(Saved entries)
[Start of Attachment]

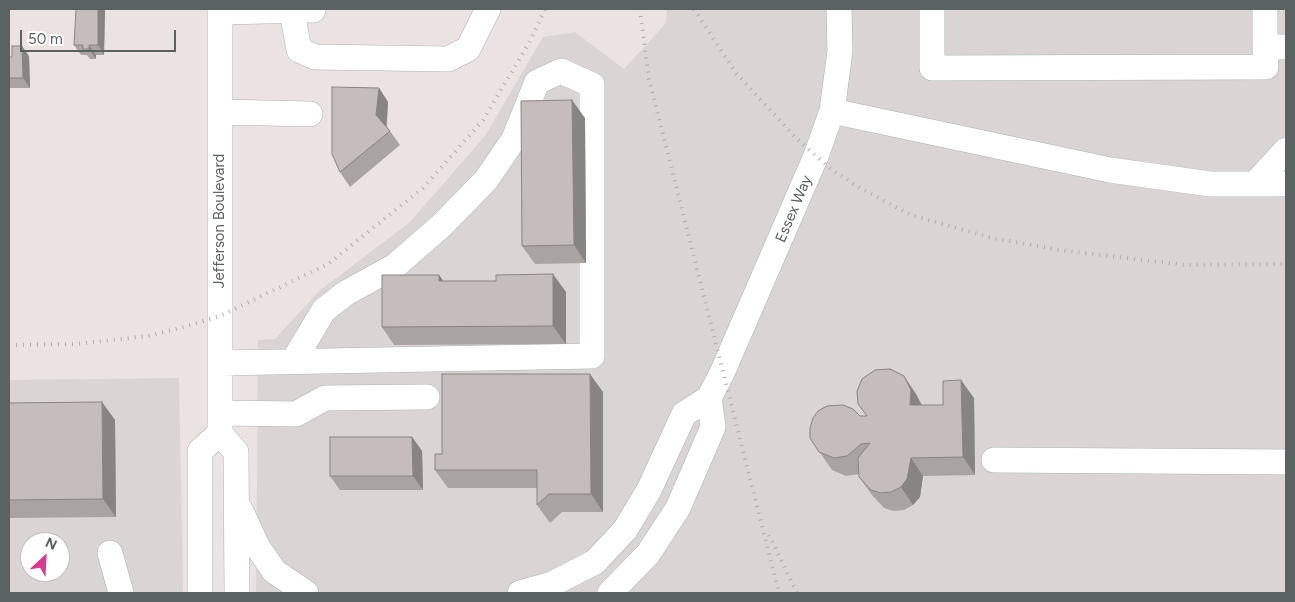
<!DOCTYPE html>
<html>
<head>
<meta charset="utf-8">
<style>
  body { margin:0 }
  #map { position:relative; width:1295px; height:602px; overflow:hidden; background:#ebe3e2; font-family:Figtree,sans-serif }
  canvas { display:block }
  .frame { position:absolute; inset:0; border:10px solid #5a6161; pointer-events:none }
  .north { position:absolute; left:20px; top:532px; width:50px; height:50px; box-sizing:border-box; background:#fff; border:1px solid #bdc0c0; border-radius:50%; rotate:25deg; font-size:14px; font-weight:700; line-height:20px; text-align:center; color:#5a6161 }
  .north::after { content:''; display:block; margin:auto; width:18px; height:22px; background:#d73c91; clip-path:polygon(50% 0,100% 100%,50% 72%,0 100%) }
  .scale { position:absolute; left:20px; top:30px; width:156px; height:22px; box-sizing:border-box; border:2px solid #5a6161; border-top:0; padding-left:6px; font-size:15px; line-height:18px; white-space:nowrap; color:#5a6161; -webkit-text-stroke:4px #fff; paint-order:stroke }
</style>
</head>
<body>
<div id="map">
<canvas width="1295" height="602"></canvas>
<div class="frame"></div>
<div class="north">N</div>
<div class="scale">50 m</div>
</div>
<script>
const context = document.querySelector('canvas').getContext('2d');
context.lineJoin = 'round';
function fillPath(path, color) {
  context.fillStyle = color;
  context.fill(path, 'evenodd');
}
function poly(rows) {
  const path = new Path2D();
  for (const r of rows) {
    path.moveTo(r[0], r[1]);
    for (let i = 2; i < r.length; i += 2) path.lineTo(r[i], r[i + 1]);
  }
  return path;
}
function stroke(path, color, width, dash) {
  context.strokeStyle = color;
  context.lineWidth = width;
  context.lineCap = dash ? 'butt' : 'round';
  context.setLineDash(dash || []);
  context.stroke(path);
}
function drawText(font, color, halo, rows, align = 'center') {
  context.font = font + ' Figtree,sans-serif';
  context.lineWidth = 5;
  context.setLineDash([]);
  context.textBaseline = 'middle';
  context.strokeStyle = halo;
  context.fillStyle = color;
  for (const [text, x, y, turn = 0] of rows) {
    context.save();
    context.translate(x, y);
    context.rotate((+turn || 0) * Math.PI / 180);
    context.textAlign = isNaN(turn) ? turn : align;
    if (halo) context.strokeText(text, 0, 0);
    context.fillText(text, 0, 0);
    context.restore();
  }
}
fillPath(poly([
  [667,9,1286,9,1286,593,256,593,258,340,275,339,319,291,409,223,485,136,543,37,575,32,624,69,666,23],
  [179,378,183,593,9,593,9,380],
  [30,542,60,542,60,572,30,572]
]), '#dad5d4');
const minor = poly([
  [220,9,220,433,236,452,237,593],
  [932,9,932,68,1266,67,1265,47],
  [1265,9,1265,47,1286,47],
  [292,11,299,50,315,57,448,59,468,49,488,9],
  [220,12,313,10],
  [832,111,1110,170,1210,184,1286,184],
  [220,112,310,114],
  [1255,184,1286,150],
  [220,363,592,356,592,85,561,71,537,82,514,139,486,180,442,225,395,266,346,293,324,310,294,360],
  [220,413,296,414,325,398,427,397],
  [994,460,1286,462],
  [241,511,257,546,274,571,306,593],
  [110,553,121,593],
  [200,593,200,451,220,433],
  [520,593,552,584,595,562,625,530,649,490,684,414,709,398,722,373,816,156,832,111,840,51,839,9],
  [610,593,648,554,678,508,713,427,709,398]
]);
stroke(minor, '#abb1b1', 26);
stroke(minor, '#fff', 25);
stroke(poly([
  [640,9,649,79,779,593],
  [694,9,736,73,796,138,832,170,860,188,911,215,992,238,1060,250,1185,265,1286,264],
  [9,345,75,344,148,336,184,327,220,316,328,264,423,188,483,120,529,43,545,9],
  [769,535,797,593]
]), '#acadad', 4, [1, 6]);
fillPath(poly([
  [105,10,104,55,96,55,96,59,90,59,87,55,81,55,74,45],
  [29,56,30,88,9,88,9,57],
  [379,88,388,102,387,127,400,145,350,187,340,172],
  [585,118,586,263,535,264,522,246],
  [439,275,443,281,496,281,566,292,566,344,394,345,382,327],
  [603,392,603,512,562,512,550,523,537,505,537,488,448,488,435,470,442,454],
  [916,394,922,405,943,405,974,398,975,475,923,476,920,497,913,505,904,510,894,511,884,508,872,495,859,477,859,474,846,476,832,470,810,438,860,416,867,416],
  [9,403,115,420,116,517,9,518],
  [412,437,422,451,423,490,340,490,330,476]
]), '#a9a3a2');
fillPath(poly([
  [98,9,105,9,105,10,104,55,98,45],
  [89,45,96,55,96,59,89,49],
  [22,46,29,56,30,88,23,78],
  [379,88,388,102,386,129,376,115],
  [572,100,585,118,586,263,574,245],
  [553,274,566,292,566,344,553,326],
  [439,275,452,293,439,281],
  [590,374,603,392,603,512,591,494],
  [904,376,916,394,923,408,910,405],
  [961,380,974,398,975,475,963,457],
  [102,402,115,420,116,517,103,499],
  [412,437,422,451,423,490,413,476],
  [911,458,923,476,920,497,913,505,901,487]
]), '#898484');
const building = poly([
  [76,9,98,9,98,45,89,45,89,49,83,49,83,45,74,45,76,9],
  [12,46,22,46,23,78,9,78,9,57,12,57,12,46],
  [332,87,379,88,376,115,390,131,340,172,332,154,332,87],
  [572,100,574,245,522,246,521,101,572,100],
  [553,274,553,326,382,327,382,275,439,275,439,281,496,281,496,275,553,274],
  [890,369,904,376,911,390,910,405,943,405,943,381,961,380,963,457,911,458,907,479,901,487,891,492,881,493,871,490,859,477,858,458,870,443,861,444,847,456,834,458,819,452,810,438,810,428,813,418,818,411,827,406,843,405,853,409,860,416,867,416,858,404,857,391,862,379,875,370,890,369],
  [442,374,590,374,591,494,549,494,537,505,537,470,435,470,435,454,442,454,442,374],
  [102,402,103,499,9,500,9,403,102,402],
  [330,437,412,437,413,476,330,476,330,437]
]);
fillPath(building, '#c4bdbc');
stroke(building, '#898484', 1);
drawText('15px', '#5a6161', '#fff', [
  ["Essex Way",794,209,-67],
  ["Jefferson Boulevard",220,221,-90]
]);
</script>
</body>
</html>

[End of Attachment]
[Start of Attachment]

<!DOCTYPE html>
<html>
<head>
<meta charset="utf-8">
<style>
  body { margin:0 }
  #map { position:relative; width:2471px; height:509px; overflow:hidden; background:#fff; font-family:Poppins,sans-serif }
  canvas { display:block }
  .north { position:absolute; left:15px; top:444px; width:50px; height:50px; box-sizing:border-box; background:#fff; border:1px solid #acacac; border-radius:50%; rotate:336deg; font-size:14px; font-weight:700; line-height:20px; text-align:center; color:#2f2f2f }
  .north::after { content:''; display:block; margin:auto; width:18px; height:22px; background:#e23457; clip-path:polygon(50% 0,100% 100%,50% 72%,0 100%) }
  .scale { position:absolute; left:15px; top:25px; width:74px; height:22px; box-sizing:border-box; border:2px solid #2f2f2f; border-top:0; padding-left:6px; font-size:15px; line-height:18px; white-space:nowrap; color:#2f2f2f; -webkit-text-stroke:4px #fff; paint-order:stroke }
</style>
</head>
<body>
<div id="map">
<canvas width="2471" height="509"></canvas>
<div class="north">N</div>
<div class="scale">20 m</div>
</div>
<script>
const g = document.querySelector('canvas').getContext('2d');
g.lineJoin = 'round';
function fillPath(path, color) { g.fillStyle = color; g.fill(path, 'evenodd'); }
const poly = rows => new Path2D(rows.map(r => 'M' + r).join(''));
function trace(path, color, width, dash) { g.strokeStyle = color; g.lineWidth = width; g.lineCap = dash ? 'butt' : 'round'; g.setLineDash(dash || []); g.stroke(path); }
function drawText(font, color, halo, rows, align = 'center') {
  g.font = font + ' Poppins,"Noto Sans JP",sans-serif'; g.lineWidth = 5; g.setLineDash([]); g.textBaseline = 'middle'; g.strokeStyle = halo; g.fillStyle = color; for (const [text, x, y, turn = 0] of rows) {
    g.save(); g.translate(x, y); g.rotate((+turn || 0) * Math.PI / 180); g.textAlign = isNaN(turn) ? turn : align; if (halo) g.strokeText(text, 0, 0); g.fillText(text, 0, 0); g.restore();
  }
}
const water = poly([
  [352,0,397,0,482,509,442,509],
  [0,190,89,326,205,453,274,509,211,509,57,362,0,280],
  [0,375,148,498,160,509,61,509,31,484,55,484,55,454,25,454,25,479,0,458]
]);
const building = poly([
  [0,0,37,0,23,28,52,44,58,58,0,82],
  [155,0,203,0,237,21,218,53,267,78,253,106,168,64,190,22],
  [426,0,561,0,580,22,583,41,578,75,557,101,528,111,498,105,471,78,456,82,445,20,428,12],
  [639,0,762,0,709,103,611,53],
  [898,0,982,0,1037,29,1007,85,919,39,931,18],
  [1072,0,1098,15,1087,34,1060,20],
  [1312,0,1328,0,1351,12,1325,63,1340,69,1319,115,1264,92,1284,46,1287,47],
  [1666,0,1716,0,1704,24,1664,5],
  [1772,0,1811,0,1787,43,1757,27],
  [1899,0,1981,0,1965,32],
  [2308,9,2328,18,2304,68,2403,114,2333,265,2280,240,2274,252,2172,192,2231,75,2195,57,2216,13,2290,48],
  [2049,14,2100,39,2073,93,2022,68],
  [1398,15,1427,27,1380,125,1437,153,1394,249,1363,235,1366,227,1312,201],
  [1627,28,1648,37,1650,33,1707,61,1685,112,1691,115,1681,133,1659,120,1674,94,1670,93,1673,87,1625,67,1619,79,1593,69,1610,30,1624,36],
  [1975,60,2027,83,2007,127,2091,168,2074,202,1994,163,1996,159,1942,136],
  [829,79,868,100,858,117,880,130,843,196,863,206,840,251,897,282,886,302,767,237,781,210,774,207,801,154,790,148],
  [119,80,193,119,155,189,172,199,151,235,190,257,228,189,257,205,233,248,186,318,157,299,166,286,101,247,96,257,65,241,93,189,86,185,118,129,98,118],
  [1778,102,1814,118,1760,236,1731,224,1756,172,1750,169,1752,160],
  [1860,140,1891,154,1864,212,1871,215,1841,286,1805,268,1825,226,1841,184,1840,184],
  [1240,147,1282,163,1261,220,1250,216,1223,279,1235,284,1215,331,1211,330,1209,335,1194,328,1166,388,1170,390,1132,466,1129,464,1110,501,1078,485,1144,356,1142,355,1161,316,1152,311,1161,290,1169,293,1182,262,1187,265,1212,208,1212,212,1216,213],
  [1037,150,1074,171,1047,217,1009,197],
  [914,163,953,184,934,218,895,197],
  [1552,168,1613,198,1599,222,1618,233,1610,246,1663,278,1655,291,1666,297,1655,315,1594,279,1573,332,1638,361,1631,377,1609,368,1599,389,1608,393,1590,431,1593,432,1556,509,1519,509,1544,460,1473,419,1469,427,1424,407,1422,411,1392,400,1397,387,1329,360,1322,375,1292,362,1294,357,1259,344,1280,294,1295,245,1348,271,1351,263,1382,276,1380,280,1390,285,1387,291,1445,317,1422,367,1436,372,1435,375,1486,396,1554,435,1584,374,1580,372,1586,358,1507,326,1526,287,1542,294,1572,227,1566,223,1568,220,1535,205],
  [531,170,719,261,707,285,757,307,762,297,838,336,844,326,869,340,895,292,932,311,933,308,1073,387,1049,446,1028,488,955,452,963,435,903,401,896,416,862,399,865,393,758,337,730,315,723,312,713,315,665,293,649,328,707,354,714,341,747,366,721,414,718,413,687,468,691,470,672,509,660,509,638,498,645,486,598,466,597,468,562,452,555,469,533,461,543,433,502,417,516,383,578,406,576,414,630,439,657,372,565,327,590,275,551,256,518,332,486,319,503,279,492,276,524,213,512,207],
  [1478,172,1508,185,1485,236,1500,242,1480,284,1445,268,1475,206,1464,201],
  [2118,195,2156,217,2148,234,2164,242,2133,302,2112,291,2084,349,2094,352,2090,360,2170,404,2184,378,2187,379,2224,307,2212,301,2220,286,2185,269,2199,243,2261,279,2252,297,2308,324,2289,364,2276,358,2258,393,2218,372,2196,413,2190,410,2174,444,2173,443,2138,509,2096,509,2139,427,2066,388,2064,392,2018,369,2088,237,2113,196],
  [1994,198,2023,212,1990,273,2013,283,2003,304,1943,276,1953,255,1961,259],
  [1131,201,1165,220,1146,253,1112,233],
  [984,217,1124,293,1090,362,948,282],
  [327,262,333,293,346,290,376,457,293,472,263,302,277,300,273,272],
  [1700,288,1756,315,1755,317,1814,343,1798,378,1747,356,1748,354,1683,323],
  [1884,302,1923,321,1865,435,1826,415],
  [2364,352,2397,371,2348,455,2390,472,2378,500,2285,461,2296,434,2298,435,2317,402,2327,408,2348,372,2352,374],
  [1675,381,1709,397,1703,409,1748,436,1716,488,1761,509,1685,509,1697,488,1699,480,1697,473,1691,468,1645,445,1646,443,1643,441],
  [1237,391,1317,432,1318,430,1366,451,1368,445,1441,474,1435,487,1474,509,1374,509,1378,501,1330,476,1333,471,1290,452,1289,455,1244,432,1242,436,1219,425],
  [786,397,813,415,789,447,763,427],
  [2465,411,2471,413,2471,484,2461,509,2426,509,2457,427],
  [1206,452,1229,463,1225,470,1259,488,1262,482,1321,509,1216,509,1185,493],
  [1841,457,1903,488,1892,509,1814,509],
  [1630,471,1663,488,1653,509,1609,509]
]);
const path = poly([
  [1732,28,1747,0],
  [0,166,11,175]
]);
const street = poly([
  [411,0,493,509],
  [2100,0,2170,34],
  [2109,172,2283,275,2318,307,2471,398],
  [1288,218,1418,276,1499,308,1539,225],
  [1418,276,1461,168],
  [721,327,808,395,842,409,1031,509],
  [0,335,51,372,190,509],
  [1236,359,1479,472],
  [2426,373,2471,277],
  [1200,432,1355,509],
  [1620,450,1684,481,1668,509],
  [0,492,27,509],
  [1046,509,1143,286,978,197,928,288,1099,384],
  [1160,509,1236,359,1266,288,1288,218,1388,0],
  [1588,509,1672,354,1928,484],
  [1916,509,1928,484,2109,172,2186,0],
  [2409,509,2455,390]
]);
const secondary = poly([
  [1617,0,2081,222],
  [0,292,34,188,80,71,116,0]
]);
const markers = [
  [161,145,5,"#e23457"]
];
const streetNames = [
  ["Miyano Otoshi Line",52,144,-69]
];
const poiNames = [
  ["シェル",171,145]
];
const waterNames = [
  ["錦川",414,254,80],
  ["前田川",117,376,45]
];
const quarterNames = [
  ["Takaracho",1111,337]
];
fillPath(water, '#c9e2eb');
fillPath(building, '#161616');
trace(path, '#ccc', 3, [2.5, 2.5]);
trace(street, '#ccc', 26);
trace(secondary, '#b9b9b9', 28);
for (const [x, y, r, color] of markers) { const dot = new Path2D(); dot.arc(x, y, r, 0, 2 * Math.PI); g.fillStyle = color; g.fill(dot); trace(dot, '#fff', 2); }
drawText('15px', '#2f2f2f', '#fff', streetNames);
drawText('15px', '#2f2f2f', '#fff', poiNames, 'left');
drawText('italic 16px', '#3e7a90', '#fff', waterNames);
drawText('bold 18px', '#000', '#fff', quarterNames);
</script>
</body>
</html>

[End of Attachment]

Task prompt >> Pull out every line above that holds the word "textBaseline".

Exercise answer >>
  context.textBaseline = 'middle';
  g.font = font + ' Poppins,"Noto Sans JP",sans-serif'; g.lineWidth = 5; g.setLineDash([]); g.textBaseline = 'middle'; g.strokeStyle = halo; g.fillStyle = color; for (const [text, x, y, turn = 0] of rows) {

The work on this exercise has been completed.